Question

I'm trying to use multiprocessing.pool to speed up some parsing of a file parsed using pyparsing, however I get a multiprocessing.pool.MaybeEncodingError exception whenever I try this.

I've narrowed it down to something to do with returning a dictionary (ParseResults.asDict()), using asList() the error doesn't occur; but the input I'm actually parsing is pretty complex so ideally I'd like to use asDict.
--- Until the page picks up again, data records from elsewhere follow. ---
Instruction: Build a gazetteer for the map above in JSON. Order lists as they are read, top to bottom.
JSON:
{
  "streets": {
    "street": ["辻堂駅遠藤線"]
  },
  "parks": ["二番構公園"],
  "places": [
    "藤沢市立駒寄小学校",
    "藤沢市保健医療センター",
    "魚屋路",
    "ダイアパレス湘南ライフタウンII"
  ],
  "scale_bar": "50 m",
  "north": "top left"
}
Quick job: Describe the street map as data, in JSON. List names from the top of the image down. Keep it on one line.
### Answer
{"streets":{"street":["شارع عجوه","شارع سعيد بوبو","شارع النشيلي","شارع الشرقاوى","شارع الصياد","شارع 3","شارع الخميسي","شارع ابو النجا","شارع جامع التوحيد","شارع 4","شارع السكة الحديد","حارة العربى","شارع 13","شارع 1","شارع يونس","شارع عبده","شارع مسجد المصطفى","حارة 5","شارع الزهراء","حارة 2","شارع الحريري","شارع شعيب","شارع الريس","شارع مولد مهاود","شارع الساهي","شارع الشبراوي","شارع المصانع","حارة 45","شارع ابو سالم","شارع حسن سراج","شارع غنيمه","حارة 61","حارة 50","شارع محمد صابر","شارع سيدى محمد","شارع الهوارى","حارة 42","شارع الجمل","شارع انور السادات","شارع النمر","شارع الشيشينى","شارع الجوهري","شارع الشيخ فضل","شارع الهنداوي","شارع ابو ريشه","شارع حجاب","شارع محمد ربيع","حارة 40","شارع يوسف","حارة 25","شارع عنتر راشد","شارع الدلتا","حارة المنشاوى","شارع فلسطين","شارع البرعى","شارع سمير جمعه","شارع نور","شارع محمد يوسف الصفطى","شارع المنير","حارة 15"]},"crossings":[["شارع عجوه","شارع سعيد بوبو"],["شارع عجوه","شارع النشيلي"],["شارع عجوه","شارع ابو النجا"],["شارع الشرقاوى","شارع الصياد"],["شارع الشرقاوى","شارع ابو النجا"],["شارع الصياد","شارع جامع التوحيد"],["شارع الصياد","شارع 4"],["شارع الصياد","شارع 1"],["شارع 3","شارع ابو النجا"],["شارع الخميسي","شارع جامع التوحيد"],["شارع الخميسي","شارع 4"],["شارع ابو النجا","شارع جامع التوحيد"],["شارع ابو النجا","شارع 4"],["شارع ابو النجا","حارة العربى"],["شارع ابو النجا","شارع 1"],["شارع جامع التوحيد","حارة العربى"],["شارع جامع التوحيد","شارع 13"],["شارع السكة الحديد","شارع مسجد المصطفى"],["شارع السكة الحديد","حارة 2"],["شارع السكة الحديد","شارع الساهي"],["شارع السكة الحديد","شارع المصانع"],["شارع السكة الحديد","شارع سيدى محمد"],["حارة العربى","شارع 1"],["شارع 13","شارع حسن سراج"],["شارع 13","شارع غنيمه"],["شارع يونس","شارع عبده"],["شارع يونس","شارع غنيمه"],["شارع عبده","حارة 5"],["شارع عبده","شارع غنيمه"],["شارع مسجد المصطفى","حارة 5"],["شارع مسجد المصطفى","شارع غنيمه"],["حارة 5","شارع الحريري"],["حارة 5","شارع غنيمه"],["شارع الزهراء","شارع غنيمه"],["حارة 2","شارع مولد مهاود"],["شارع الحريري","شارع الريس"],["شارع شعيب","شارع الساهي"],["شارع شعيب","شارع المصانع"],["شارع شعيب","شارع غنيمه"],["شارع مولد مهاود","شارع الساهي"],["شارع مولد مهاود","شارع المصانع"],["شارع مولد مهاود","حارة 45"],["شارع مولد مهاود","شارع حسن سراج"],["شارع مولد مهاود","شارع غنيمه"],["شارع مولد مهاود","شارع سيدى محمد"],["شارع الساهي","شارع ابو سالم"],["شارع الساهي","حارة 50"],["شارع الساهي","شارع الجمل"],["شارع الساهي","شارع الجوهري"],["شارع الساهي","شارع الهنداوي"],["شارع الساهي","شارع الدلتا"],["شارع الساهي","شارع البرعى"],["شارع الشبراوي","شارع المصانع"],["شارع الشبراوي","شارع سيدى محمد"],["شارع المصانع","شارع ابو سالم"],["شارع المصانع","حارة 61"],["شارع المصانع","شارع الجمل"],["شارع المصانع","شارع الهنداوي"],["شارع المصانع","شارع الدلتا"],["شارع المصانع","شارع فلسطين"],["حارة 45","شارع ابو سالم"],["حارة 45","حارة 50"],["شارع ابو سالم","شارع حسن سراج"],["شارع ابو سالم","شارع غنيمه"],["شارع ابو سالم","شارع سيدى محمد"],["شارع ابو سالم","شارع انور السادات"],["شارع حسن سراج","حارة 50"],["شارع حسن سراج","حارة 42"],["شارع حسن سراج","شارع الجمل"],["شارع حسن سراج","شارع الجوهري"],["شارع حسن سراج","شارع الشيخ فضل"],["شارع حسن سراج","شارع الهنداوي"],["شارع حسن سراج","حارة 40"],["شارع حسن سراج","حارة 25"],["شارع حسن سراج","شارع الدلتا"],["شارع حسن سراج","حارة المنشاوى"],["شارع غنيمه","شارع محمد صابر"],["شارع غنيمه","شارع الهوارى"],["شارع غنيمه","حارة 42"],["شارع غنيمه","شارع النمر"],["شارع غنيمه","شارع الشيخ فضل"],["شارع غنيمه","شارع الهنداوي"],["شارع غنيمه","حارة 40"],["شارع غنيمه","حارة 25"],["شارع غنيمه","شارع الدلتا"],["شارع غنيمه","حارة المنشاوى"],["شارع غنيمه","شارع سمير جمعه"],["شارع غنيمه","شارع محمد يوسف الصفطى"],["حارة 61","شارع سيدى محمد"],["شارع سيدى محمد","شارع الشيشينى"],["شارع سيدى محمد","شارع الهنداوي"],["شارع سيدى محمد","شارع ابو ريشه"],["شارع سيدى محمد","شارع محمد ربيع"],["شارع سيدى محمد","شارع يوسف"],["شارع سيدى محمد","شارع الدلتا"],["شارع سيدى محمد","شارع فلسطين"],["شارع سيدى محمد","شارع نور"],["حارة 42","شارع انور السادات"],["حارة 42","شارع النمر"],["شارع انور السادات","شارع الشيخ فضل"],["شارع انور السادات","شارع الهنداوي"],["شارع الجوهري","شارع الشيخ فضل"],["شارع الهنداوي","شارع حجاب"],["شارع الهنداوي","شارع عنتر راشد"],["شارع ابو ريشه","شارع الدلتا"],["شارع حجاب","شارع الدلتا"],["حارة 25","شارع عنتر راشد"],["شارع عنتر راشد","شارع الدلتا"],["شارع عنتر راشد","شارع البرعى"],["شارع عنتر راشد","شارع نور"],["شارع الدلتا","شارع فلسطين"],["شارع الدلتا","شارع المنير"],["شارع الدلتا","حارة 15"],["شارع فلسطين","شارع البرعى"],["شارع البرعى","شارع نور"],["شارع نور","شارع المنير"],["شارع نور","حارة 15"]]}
The actual data being parsed is an Erlang list of tagged tuples, which I want to map to a python list. The grammar for this is pretty complex, so I've instead got a simplified test case (updated to include a nested dict):

#!/usr/bin/env python2.7
from pyparsing import *
import multiprocessing

dictionary = Forward()
key = Word(alphas)
sep   = Suppress(":")
value = ( key | dictionary )
key_val = Group( key + sep + value )
dictionary <<= Dict( Suppress('[') + delimitedList( key_val ) + Suppress(']') )

def parse_dict(s):
    p = dictionary.parseString(s).asDict()
    return p

def parse_list(s):
    return dictionary.parseString(s).asList()

# This works (list)
data = ['[ foo : [ bar : baz ] ]']
pool = multiprocessing.Pool()
pool.map(parse_list, data)

# This fails (dict)
pool.map(parse_dict, data)

Fails with:

Traceback (most recent call last):
  File "lib/python/nutshell/multi_parse.py", line 19, in <module>
    pool.map(parse, data)
  File "/System/Library/Frameworks/Python.framework/Versions/2.7/lib/python2.7/multiprocessing/pool.py", line 250, in map
    return self.map_async(func, iterable, chunksize).get()
  File "/System/Library/Frameworks/Python.framework/Versions/2.7/lib/python2.7/multiprocessing/pool.py", line 554, in get
    raise self._value
multiprocessing.pool.MaybeEncodingError: Error sending result: '[{'foo': ([(['bar', 'baz'], {})], {'bar': [('baz', 0)]})}]'. Reason: 'TypeError("'str' object is not callable",)'
Was it helpful?

Solution

Update: The question has significantly changed since the update. The original point of not being pickable still stands and is left below.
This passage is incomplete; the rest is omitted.